DATA EXTRACTS below:

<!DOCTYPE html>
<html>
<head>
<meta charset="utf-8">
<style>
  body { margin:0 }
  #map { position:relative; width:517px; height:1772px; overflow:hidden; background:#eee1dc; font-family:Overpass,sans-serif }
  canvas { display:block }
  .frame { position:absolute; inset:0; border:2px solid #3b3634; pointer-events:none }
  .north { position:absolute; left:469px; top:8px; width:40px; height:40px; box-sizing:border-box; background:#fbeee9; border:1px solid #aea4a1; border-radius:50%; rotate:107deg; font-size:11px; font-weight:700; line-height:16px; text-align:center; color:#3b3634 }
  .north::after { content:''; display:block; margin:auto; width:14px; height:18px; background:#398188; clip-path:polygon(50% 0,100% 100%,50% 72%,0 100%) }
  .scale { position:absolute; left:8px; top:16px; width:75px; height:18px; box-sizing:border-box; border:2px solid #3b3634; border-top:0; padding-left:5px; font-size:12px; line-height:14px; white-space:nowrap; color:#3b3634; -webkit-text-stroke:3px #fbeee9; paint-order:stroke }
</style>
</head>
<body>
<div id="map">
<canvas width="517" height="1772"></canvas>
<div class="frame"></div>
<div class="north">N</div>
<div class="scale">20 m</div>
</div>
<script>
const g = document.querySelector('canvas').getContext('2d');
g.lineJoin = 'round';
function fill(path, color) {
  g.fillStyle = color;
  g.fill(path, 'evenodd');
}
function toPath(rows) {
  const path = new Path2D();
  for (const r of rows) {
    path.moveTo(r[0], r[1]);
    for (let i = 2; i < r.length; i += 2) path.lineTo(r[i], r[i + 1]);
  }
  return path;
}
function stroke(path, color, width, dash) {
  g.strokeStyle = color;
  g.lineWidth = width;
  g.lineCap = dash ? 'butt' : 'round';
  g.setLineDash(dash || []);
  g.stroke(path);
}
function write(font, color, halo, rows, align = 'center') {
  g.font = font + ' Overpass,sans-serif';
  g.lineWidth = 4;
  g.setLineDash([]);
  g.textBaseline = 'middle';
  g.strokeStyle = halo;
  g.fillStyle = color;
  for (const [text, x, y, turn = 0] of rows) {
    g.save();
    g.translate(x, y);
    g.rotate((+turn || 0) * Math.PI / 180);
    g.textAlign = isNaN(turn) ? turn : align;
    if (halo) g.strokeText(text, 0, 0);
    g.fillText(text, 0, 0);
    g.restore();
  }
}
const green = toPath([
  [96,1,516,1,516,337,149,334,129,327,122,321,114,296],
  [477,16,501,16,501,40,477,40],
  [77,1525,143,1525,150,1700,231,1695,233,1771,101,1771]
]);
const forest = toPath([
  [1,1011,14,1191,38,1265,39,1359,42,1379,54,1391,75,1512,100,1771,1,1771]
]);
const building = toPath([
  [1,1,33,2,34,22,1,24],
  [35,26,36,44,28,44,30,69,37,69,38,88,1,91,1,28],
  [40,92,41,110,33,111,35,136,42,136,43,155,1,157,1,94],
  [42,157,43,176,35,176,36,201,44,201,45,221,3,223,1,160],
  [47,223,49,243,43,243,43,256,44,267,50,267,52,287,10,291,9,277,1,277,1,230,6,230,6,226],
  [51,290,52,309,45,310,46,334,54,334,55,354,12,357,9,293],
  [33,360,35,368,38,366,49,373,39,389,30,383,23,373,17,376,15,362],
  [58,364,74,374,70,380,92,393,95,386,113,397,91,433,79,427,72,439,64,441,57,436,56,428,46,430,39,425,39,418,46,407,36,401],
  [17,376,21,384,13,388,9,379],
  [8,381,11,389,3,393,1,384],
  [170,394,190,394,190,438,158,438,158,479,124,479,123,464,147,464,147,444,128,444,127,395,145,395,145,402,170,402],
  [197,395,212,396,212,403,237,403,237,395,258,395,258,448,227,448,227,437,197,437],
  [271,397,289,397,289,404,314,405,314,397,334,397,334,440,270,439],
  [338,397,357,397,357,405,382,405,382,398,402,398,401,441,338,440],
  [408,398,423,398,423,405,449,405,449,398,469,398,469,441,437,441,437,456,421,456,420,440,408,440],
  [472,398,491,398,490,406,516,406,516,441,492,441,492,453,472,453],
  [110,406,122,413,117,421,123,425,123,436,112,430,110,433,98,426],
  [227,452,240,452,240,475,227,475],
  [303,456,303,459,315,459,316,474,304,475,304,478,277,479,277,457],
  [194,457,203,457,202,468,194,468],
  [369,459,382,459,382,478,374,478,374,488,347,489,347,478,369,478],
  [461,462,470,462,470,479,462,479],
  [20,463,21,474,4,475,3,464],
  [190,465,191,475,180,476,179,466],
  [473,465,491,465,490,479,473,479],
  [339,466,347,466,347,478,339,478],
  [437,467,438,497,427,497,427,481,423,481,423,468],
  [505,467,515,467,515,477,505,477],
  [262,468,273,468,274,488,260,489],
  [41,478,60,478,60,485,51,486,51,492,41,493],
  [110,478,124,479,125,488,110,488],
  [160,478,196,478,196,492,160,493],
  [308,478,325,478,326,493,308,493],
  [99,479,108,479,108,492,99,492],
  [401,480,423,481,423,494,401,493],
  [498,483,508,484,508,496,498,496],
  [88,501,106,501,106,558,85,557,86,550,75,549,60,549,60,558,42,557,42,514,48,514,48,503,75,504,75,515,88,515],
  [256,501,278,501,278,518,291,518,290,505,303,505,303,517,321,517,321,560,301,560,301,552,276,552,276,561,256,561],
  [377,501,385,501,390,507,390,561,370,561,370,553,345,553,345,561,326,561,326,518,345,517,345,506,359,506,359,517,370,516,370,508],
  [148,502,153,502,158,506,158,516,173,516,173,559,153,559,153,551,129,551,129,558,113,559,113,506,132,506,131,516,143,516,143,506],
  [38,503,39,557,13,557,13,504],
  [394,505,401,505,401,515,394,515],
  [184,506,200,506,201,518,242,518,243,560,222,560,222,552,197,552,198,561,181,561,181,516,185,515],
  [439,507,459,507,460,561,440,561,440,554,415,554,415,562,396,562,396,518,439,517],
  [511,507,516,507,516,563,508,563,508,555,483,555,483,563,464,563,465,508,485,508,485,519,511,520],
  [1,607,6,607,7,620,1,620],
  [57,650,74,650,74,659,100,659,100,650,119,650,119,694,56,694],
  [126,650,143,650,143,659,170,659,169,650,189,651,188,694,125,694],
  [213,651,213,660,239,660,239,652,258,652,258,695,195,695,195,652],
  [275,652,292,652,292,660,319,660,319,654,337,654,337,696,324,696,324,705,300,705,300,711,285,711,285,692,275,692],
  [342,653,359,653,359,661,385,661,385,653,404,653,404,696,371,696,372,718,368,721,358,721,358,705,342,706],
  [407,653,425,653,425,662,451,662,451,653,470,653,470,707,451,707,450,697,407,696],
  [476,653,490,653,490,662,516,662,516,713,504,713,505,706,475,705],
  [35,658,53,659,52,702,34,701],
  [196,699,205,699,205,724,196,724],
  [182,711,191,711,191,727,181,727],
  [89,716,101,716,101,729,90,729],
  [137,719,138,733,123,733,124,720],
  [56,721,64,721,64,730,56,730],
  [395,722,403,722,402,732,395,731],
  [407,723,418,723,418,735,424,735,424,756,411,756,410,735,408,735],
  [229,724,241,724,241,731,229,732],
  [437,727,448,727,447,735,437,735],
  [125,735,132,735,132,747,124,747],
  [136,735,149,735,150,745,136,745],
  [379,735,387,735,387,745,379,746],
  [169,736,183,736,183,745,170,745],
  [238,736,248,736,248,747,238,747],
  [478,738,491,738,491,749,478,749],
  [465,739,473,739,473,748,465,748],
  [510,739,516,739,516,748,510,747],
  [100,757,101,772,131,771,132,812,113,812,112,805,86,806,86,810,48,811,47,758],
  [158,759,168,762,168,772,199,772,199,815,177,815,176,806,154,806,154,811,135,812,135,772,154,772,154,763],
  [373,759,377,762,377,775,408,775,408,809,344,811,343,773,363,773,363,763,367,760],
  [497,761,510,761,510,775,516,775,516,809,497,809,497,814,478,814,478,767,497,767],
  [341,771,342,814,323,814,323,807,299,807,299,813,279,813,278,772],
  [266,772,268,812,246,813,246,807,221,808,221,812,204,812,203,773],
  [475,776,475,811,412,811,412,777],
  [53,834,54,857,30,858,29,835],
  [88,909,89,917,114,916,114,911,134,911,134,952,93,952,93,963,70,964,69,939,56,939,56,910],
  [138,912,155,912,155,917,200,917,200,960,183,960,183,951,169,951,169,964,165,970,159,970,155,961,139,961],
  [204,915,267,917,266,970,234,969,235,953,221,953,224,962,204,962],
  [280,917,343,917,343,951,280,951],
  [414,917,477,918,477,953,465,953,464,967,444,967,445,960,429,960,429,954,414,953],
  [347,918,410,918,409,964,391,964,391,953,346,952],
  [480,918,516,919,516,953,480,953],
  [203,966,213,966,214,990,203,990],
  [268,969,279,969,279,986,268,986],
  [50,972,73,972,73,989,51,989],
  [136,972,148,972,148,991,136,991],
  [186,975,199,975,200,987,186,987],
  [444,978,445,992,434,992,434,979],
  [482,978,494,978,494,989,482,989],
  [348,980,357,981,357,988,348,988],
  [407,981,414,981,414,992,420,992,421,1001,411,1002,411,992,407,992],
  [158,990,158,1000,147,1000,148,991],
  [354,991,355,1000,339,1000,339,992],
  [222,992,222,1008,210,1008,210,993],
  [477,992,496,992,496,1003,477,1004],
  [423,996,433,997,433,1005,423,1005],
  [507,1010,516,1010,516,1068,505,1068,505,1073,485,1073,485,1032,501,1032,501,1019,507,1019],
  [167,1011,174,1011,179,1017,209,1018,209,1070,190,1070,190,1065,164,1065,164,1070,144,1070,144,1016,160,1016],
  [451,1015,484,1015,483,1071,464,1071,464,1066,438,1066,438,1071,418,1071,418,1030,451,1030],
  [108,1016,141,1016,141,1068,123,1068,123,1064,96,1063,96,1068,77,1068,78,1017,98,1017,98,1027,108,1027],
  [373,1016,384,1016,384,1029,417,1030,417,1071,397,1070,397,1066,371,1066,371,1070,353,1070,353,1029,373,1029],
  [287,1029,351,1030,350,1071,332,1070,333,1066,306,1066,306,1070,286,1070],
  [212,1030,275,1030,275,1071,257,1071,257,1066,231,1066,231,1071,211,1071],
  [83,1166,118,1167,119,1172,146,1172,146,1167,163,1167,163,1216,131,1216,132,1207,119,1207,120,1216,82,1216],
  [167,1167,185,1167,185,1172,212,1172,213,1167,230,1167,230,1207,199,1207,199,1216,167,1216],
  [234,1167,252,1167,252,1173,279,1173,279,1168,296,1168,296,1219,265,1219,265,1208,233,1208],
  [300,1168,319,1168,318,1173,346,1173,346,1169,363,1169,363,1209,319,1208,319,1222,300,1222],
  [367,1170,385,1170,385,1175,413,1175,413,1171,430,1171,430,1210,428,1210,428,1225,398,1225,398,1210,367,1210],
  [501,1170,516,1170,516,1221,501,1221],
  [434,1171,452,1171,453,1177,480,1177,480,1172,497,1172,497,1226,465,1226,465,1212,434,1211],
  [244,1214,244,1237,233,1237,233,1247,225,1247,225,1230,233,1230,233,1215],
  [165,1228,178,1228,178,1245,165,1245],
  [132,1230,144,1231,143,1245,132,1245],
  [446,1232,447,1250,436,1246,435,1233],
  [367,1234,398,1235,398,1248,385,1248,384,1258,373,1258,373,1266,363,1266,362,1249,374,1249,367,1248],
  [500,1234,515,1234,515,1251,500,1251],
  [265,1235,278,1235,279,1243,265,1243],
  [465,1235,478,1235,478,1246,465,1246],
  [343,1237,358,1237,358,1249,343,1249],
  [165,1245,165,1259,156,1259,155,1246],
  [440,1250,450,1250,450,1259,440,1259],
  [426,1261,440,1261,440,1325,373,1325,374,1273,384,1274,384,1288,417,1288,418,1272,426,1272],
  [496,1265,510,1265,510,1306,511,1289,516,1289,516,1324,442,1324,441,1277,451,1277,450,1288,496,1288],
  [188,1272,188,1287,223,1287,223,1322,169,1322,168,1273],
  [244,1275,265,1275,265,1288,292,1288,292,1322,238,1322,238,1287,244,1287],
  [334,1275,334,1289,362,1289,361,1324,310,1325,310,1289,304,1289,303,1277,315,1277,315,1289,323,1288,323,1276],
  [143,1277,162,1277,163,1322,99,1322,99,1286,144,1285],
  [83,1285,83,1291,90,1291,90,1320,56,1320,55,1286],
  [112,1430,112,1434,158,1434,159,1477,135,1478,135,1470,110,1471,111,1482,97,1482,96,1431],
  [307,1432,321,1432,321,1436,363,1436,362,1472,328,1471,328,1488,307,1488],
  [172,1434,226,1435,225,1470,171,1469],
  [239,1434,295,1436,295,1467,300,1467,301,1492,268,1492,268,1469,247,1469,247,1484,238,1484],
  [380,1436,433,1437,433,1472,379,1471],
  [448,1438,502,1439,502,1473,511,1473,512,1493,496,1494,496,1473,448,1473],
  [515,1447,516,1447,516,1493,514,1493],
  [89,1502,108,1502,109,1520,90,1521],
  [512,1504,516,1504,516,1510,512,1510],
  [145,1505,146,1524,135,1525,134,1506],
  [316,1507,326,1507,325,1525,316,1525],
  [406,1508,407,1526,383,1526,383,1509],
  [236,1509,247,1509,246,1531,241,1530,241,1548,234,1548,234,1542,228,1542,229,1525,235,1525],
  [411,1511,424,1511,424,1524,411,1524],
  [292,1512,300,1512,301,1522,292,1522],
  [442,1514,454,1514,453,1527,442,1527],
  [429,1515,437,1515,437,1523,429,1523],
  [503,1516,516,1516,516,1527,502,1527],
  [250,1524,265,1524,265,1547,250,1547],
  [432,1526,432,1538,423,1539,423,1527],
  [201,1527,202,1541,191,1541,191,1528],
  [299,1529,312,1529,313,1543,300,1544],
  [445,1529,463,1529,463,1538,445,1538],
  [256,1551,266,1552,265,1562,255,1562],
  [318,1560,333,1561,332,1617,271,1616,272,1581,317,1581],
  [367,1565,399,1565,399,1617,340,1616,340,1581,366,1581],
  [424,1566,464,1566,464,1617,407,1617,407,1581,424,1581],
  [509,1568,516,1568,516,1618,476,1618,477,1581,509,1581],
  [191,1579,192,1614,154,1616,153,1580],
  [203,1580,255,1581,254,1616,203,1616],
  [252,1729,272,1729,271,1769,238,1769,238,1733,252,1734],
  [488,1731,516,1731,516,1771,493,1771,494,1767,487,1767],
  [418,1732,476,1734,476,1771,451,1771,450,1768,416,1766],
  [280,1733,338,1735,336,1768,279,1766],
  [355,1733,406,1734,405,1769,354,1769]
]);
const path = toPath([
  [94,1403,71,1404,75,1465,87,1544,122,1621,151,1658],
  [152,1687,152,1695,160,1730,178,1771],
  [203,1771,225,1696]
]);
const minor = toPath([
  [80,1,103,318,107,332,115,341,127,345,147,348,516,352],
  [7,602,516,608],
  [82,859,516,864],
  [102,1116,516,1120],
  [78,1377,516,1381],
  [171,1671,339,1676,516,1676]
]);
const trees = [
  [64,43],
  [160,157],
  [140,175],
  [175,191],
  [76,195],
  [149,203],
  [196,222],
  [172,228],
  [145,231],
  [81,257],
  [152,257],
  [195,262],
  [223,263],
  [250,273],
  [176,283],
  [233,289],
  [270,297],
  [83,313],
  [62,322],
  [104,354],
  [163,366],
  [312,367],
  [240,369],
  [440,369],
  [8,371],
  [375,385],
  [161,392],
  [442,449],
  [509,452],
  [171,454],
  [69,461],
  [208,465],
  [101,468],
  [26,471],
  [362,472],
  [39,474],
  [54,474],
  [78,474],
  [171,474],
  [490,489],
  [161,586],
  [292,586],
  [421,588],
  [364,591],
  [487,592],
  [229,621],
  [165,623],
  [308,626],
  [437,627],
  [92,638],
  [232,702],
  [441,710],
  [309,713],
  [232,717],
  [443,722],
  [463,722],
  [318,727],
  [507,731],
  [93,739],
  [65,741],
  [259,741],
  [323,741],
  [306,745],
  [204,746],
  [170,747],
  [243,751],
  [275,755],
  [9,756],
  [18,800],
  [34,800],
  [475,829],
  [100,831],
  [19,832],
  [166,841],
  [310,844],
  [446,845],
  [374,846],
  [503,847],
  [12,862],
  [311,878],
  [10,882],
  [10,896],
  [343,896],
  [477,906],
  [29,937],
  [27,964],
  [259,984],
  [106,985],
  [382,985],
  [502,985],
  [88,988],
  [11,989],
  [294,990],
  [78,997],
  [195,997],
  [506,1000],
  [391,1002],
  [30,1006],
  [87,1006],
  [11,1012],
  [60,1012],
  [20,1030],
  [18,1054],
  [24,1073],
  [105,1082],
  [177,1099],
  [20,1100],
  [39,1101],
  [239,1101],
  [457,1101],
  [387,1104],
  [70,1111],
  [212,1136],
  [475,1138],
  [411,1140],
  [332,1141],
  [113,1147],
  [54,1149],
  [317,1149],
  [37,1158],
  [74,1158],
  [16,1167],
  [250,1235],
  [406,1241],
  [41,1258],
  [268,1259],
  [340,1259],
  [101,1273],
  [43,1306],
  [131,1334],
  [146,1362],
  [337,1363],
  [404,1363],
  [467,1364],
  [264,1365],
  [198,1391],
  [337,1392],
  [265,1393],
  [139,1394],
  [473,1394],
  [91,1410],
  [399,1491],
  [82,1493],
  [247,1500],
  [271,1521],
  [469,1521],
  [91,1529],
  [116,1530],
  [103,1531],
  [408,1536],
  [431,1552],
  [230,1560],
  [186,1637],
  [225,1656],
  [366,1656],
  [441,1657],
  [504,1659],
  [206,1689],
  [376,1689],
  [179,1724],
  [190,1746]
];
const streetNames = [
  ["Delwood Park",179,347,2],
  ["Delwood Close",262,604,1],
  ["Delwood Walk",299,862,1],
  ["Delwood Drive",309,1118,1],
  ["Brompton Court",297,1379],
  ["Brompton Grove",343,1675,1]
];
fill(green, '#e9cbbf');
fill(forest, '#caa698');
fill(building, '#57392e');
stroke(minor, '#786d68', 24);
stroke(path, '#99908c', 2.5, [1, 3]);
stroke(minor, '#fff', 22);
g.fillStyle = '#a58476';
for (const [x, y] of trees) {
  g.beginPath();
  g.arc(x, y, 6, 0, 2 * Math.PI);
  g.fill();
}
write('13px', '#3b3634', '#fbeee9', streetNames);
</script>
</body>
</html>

End of DATA EXTRACTS.

§ **EXERCISE**: Both the first line of the data above and the line with "position:absolute; left:469px; top:8px;" must be included; please return exactly those lines and the ones between them.

§ **ANSWER BOX**:
<!DOCTYPE html>
<html>
<head>
<meta charset="utf-8">
<style>
  body { margin:0 }
  #map { position:relative; width:517px; height:1772px; overflow:hidden; background:#eee1dc; font-family:Overpass,sans-serif }
  canvas { display:block }
  .frame { position:absolute; inset:0; border:2px solid #3b3634; pointer-events:none }
  .north { position:absolute; left:469px; top:8px; width:40px; height:40px; box-sizing:border-box; background:#fbeee9; border:1px solid #aea4a1; border-radius:50%; rotate:107deg; font-size:11px; font-weight:700; line-height:16px; text-align:center; color:#3b3634 }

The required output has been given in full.